§ **Task to carry out**
Report each line of the listing that carries the word "nowrap".

━━━

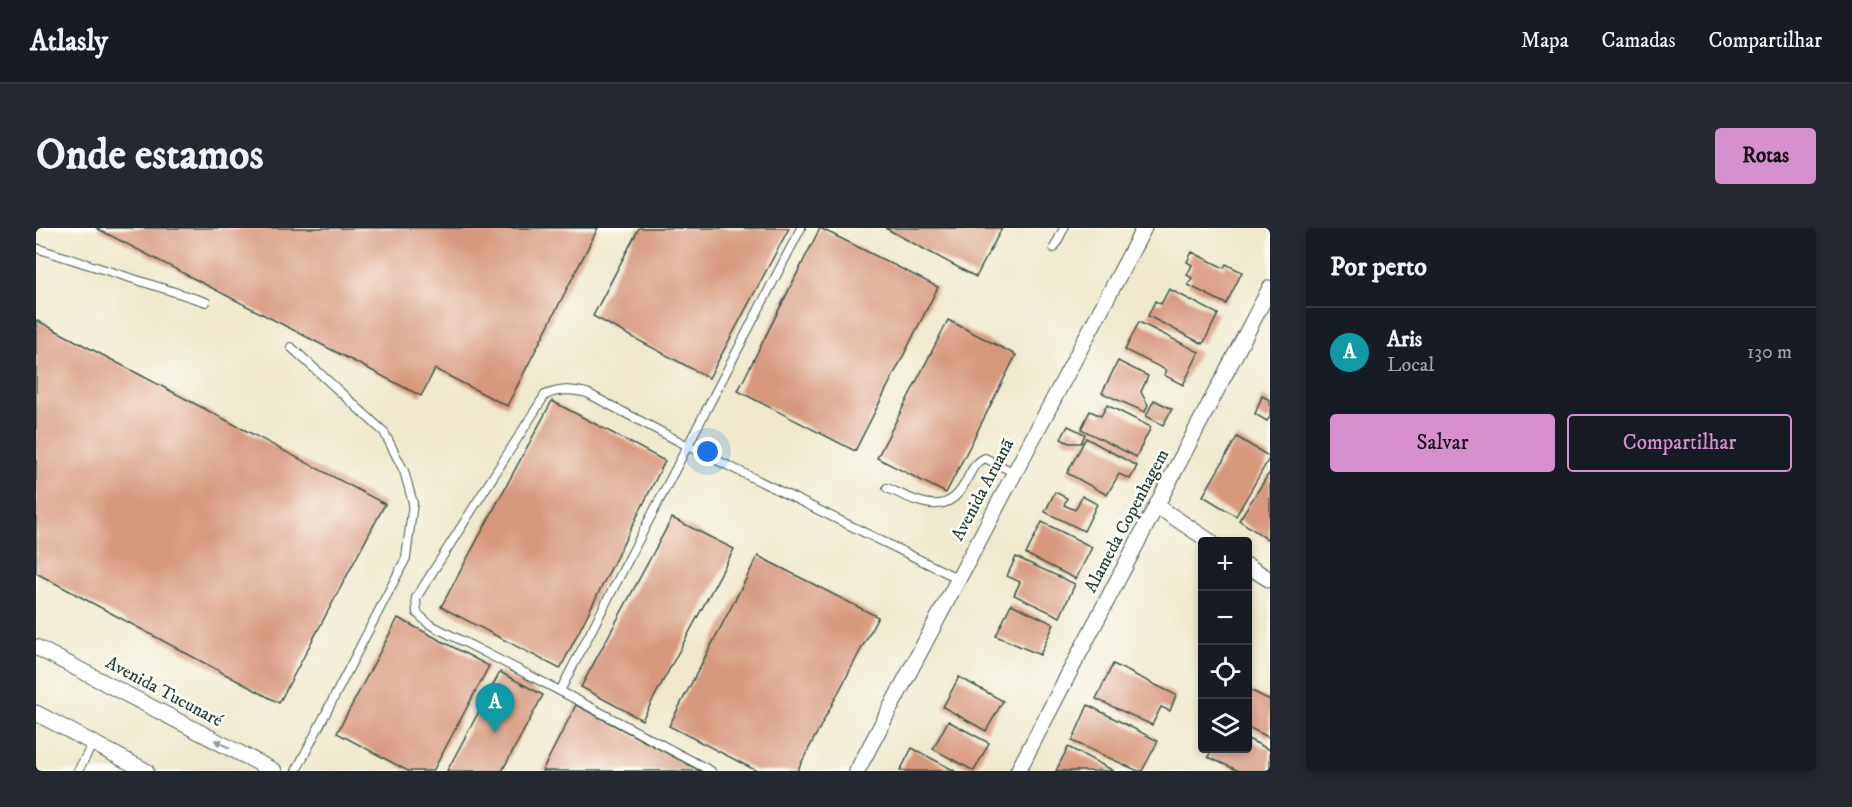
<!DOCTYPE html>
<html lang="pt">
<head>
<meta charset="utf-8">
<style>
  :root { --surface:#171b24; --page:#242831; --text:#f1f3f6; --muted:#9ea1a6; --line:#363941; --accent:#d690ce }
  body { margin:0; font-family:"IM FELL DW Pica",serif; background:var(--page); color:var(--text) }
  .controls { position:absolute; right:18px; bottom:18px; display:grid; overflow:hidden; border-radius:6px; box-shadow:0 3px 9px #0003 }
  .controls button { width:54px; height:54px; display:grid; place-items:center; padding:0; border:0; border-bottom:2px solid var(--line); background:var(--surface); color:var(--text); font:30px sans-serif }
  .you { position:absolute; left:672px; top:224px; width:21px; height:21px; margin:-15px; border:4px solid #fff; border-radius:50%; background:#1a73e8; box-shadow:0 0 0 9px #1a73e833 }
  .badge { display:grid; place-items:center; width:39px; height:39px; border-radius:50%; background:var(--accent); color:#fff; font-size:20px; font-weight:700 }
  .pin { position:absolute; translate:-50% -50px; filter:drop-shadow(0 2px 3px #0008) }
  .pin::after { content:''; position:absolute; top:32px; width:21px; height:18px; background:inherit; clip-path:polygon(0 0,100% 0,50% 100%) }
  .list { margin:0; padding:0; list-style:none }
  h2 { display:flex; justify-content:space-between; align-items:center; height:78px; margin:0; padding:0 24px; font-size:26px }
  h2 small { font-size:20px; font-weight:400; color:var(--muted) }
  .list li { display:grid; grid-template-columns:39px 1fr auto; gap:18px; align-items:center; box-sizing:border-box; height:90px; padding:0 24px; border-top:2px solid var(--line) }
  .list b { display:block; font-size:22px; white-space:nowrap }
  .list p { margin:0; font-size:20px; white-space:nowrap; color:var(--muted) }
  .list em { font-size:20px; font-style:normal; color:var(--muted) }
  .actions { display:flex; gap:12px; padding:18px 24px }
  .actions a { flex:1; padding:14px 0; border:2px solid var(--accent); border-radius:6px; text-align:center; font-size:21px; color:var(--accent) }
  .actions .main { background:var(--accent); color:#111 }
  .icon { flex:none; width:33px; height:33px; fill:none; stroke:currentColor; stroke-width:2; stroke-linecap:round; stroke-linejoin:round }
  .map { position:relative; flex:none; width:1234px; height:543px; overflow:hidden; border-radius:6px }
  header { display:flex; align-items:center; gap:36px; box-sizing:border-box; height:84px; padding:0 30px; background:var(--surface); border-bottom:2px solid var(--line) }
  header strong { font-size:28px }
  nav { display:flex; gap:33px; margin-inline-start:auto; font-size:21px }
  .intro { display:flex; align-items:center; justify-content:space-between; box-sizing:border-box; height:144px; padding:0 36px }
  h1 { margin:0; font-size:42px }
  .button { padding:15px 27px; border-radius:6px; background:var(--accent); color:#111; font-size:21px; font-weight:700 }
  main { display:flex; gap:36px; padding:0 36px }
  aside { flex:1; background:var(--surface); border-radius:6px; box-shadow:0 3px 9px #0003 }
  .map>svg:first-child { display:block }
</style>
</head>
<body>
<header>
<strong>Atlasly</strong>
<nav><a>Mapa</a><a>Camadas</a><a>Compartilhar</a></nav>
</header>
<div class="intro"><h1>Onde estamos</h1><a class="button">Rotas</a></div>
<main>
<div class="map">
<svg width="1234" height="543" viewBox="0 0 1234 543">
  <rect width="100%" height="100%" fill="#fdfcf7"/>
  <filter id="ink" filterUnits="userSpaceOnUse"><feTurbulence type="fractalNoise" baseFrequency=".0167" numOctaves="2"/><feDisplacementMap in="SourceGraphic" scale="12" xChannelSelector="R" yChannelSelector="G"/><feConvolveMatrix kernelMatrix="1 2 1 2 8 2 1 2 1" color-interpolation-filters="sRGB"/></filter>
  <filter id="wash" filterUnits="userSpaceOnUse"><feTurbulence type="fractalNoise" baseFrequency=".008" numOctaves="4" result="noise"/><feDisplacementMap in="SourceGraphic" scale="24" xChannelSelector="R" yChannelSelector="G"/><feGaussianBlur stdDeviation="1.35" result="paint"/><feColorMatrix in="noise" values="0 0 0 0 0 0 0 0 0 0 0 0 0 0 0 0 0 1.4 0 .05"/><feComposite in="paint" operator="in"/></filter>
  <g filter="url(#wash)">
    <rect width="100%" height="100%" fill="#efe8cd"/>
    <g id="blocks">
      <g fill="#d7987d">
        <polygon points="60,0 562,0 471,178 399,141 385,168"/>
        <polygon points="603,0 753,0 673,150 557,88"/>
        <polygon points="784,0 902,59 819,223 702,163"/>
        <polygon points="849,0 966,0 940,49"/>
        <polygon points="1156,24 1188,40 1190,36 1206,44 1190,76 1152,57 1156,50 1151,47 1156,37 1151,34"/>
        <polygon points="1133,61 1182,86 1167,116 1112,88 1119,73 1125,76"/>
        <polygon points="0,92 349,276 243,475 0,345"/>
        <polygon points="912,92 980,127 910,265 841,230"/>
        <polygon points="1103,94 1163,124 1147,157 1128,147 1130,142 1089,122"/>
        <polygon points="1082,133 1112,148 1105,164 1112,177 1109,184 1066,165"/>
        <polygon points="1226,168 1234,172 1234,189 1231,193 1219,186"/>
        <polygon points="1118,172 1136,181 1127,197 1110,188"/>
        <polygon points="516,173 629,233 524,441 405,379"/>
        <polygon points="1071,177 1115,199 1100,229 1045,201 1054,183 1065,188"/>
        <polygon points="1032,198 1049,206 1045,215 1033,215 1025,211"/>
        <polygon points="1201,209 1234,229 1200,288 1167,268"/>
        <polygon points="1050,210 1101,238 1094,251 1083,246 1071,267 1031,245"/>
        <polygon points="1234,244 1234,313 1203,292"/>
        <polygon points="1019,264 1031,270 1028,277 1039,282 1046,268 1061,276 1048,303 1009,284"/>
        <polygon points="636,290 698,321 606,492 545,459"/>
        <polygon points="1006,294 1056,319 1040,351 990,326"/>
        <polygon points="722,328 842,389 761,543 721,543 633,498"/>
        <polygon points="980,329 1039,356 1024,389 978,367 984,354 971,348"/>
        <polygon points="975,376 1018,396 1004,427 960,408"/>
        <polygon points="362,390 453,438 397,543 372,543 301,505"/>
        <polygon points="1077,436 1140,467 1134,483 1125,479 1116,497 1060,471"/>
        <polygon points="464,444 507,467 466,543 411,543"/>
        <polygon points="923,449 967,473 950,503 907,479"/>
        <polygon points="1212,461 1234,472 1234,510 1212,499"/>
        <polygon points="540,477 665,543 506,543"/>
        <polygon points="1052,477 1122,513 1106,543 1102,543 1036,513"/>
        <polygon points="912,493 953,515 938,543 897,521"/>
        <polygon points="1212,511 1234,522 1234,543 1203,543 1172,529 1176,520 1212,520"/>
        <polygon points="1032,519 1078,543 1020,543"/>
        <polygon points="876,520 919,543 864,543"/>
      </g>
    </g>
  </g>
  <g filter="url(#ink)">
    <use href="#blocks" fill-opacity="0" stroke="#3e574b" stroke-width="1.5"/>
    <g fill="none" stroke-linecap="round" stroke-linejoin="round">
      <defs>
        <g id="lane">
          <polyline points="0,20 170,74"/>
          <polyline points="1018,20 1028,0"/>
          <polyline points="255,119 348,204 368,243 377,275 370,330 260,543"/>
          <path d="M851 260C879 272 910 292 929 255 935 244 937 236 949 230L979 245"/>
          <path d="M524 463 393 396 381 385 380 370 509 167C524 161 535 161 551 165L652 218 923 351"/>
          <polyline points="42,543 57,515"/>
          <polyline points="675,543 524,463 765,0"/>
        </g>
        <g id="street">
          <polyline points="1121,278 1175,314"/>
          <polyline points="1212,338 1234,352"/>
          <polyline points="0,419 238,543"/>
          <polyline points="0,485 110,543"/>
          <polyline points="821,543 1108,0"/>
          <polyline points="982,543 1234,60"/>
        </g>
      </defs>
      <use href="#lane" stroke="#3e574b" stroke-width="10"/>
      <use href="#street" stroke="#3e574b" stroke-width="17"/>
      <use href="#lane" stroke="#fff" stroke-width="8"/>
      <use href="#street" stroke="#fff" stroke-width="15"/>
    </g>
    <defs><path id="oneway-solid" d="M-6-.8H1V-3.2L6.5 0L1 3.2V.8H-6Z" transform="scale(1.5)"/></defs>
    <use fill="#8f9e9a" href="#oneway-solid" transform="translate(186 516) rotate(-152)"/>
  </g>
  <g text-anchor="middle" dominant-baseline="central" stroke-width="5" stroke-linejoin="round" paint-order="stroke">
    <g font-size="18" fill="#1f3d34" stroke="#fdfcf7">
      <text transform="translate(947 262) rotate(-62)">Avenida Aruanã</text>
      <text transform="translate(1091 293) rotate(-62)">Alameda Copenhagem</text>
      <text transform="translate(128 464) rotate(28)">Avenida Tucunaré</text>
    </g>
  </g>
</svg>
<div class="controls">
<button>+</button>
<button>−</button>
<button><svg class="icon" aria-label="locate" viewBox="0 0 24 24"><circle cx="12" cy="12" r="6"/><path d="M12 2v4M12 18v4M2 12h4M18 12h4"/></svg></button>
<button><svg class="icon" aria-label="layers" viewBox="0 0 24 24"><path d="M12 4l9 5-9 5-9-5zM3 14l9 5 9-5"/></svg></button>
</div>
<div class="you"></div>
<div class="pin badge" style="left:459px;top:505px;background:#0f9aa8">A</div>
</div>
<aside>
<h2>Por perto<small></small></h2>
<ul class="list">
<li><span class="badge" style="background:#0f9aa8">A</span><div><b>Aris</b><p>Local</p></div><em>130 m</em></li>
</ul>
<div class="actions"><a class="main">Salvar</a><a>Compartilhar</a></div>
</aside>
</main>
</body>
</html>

━━━

§ **Exercise answer**
  .list b { display:block; font-size:22px; white-space:nowrap }
  .list p { margin:0; font-size:20px; white-space:nowrap; color:var(--muted) }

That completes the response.